Belgique: Hommage au chahid Akli Aissiou à l’Université Libre de Bruxelles

Publié par DK NEWS le 11-03-2020, 16h57 | 54


Cette manifestation a permis de commémorer le 60e anniversaire de  l'assassinat de cet étudiant en 7e année de médecine à l’ULB, représentant  en Belgique de l’Union Générale des Etudiants Musulmans Algériens (UGEMA),  ainsi que de recueillir des témoignages sur le rôle et l’engagement de  groupes d’activistes belges en faveur de la Guerre de libération nationale.
A l’occasion de la session inaugurale d'un colloque organisé à cet effet à  l'ULB, l'ambassadeur d’Algérie à Bruxelles, Amar Belani, a prononcé un  discours, en présence de maitre Ali Haroun, responsable à la Fédération de  France du FLN, et d'amis belges de la révolution algérienne, dans lequel il  a mis en exergue la symbolique de l’hommage rendu au chahid Akli Aissiou et  l’impact incontestable de sa dispari tion sur l’intensification de  l’engagement de militants belges en faveur de la cause algérienne.

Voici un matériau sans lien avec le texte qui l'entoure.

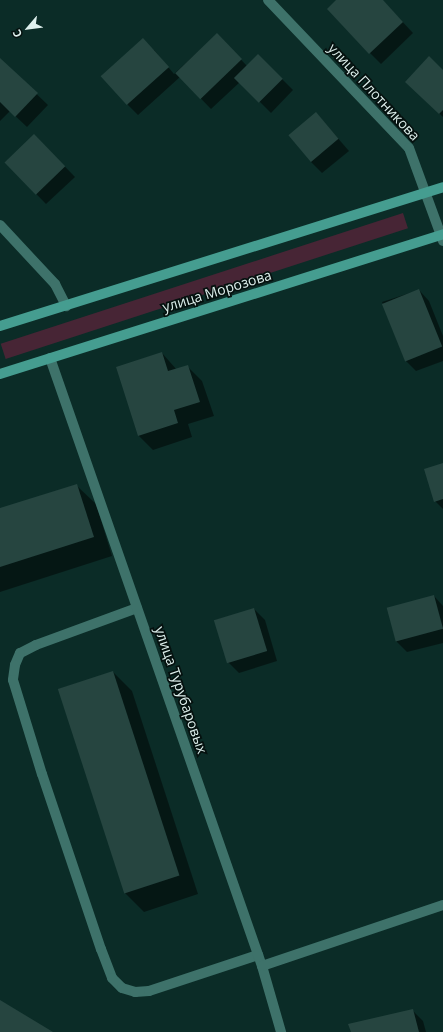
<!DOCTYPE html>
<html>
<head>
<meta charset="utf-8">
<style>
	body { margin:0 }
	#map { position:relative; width:443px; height:1032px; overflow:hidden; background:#0b2c27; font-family:"Open Sans",sans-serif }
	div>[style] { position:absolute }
	.green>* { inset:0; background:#472535; transform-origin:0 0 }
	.shadow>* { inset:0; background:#0007 }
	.building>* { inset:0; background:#264540; transform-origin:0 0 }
	.service>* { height:10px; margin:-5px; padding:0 5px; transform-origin:5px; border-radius:5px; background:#3e726a }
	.minor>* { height:10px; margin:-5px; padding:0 5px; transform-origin:5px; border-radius:5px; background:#3e726a }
	.secondary>* { height:10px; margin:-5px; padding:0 5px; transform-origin:5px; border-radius:5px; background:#459d90 }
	span { translate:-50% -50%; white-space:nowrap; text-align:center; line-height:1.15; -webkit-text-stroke:3.5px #05110f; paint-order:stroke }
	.street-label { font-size:14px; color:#def0ed }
	.north { position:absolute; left:8px; top:8px; width:40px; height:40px; -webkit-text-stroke:3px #05110f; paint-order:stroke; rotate:242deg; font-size:11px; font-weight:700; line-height:16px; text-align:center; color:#def0ed }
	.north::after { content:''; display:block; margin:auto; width:14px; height:18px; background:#def0ed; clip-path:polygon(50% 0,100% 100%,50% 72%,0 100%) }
</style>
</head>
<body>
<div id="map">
	<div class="green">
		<i style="left:403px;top:213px;width:16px;height:423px;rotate:72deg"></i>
	</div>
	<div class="shadow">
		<i style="clip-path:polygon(338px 0,382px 0,413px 33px,381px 64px,370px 53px)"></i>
		<i style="clip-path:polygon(217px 34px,247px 66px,258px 55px,293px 90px,271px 113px,240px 82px,211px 109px,180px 77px,138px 115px,127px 104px,154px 50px,174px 74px)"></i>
		<i style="clip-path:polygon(0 59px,48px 105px,27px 127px,10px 111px,0 121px)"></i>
		<i style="clip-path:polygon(443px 71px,443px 117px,417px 92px)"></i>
		<i style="clip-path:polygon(316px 113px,349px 151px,322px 173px,311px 162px)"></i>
		<i style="clip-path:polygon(45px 146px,75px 177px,46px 204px,5px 162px)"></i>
		<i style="clip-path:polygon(419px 290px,429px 301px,443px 336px,443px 361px,416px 371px,405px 360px,382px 302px)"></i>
		<i style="clip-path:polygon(162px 353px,177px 370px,188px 367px,202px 381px,214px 416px,188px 424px,192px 437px,153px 450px,138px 435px)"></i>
		<i style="clip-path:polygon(443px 464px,443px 509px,435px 501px)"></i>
		<i style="clip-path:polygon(76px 485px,96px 504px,112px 556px,0 592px,0 509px)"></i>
		<i style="clip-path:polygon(434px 596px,443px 606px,443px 643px,407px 652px,396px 641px)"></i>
		<i style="clip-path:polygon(254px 609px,265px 620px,277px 661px,239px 673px,228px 662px,216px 620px)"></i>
		<i style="clip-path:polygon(113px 672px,132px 691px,198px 894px,144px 912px,125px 893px,59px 689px)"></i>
		<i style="clip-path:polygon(413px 1011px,423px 1021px,426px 1032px,352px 1032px)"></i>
	</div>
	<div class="building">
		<i style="clip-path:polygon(336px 0,383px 0,403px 22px,369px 54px,327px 9px)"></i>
		<i style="left:217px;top:33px;width:36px;height:58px;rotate:46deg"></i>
		<i style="left:143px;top:38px;width:39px;height:57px;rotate:48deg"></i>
		<i style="left:258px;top:54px;width:35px;height:34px;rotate:45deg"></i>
		<i style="clip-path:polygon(429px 56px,443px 70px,443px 110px,439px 114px,405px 82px)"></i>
		<i style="clip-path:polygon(0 58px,38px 93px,15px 117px,0 102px)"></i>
		<i style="left:316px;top:112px;width:35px;height:36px;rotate:50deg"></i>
		<i style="left:34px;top:134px;width:45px;height:41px;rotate:46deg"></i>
		<i style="left:419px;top:289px;width:62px;height:40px;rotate:68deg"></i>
		<i style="clip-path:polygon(162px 352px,168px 371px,188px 365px,200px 402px,174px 410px,178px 423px,138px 436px,116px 367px)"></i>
		<i style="clip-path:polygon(443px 463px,443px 499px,434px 502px,424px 469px)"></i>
		<i style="clip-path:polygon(77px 484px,94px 537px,0 567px,0 508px)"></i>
		<i style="left:434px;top:595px;width:35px;height:49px;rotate:75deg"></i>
		<i style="left:254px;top:608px;width:45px;height:42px;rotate:73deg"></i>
		<i style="left:113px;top:671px;width:215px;height:58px;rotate:72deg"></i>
		<i style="clip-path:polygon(0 1000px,53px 1032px,0 1032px)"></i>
		<i style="clip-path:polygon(413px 1009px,419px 1032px,351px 1032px,348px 1024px)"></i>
	</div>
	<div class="service">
		<i style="left:137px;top:608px;width:108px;rotate:159.9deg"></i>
		<i style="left:36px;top:645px;width:18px;rotate:153deg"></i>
		<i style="left:20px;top:653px;width:13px;rotate:113deg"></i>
		<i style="left:15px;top:665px;width:15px;rotate:98deg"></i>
		<i style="left:13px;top:680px;width:98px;rotate:72.9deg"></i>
		<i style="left:42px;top:774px;width:185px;rotate:71.4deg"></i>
		<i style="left:101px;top:949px;width:31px;rotate:69deg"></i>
		<i style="left:112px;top:978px;width:14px;rotate:45deg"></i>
		<i style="left:122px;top:988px;width:14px;rotate:17deg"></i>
		<i style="left:135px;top:992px;width:14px;rotate:-4deg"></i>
		<i style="left:149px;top:991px;width:115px;rotate:-18.3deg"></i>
	</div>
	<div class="minor">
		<i style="left:268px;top:0;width:204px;rotate:46.4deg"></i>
		<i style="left:409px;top:148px;width:99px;rotate:69.9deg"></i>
		<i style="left:0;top:225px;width:81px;rotate:47deg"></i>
		<i style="left:55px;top:284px;width:25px;rotate:63deg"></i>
		<i style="left:50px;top:358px;width:644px;rotate:70.78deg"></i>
		<i style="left:262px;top:966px;width:69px;rotate:73.9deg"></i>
		<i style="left:262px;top:966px;width:191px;rotate:-18.6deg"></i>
	</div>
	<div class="secondary">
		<i style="left:0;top:326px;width:464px;rotate:-17.4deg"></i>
		<i style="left:0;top:374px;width:465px;rotate:-17.5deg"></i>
	</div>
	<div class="street-label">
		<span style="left:374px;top:92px;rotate:47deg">улица Плотникова</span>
		<span style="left:217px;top:291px;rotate:-17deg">улица Морозова</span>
		<span style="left:181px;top:690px;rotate:71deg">улица Турубаровых</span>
	</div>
	<div class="north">С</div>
</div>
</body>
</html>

L'ambassadeur a souligné que "l'assassinat politique" du jeune militant  algérien a constitué un motif supplémentaire de "galvanisation de nombreux  belges, de profils et de motivations différentes mais tous farouchement  antifascistes et anticolonialistes, qui ouvriront leurs portes, malgré les  risques liés au contexte, à des étudiants algériens membres de l’UGMEA",  ajoutant que "c'est dans leur humanité, leur courage et leur bravoure, que  la cause algérienne a pu trouver, sur le sol belge, un front actif et  engagé dans son combat contre le colonialisme".
M. Belani a indiqué que "lors de ses imposantes funérailles, le cercueil  de notre frère Akli était recouvert du drapeau algérien, une première en  Europe qui mérite d'être soulignée". Précisant que l’initiative d’organiser cette conférence s’inscrit "dans  l’esprit de reconnaissance de l’Algérie qui n’oublie pas ceux qui l’ont  aidé dans son héroïque de lutte pour l'indépendance", l’ambassadeur a tenu  à rendre hommage aux militants belges membres de réseaux, porteurs de  valise, passeurs de militants et de clandestins, mais aussi membres du  collectif des avocats belges du Front de Libération Nationale qui  défendaient les militants algériens et le FLN d evant les tribunaux  français.
M. Belani a remercié certaines de ces figures encore en vie d’avoir  accepté de participer et de livrer leurs témoignages à l'occasion de cette  conférence et espéré que cette hommage contribuera à "désenclaver et à  mettre en relief cette partie extraordinaire de notre mémoire historique  commune", en saluant les auteurs d’œuvres, les chercheurs et historiens  ayant travaillé sur cette séquence et accepté d’animer cette journée  d’hommage. Plusieurs intervenants de premier plan se sont succédés à l’occasion de  cette journée dont Me Ali Haroun dans le cadre d’une table-ronde à laquelle  ont également pris part Me Cécile Draps, figure emblématique du collectif  des avocats belges du FLN, Georges Doebbeleer, membre fondateur du Comité  pour la Paix en Algérie, et Mateo Alaluf, militant qui s’est engagé très  jeune dans les réseaux de soutien à la guerre d’indépendance.
Par ailleurs, les historiens Paul-Emmanuel Babin et Guy Pervillé ont  présenté deux communications intitulées respectivement "les réseaux belges  dans la guerre d’Algérie (1954-1962) : mobilisation de l’opinion et front  judiciaire" et "l’Union Générale des Etudiants Musulmans Algériens  (1955-1962) : nationalisation et internationalisation du mouvement étudiant  algérien".
Cette journée-hommage a également été  marquée par l’apposition d’une  plaque commémorant l’assistant, le 9 mars 1960, du chahid Akli Aissiou, sur  le lieu de son assassinat, dans la commune d’Ixelles, par M. Belani et le  Bourgmestre de ladite commune bruxelloise, Christos Doulkeridis, évènement  auquel ont pris part des citoyens algériens et belges, notamment, les  acteurs belges ayant contribué activement au soutien à la cause  nationale.